Saved data entries

• • • • • • •

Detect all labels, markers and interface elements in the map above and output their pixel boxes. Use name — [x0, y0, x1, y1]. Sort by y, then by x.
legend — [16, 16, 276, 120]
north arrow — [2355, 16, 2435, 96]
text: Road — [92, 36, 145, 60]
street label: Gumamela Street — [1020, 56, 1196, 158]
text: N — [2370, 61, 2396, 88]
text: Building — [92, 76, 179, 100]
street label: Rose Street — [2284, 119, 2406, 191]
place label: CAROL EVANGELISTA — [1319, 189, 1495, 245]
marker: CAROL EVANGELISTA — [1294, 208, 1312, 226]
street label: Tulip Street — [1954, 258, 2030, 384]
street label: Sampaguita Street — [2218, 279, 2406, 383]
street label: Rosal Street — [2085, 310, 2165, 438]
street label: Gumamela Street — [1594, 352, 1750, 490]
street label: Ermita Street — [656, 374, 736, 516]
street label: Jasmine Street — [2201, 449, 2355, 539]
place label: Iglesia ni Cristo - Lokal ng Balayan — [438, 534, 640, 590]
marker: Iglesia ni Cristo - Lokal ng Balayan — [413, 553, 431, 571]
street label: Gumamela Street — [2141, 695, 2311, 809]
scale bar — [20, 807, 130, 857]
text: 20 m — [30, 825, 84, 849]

• • • • • • •

Word for word, give back the data shown above.

> **Response for this exercise**:
Detect all labels, markers and interface elements in the map above and output their pixel boxes. Use name — [x0, y0, x1, y1]. Sort by y, then by x.
legend — [16, 16, 276, 120]
north arrow — [2355, 16, 2435, 96]
text: Road — [92, 36, 145, 60]
street label: Gumamela Street — [1020, 56, 1196, 158]
text: N — [2370, 61, 2396, 88]
text: Building — [92, 76, 179, 100]
street label: Rose Street — [2284, 119, 2406, 191]
place label: CAROL EVANGELISTA — [1319, 189, 1495, 245]
marker: CAROL EVANGELISTA — [1294, 208, 1312, 226]
street label: Tulip Street — [1954, 258, 2030, 384]
street label: Sampaguita Street — [2218, 279, 2406, 383]
street label: Rosal Street — [2085, 310, 2165, 438]
street label: Gumamela Street — [1594, 352, 1750, 490]
street label: Ermita Street — [656, 374, 736, 516]
street label: Jasmine Street — [2201, 449, 2355, 539]
place label: Iglesia ni Cristo - Lokal ng Balayan — [438, 534, 640, 590]
marker: Iglesia ni Cristo - Lokal ng Balayan — [413, 553, 431, 571]
street label: Gumamela Street — [2141, 695, 2311, 809]
scale bar — [20, 807, 130, 857]
text: 20 m — [30, 825, 84, 849]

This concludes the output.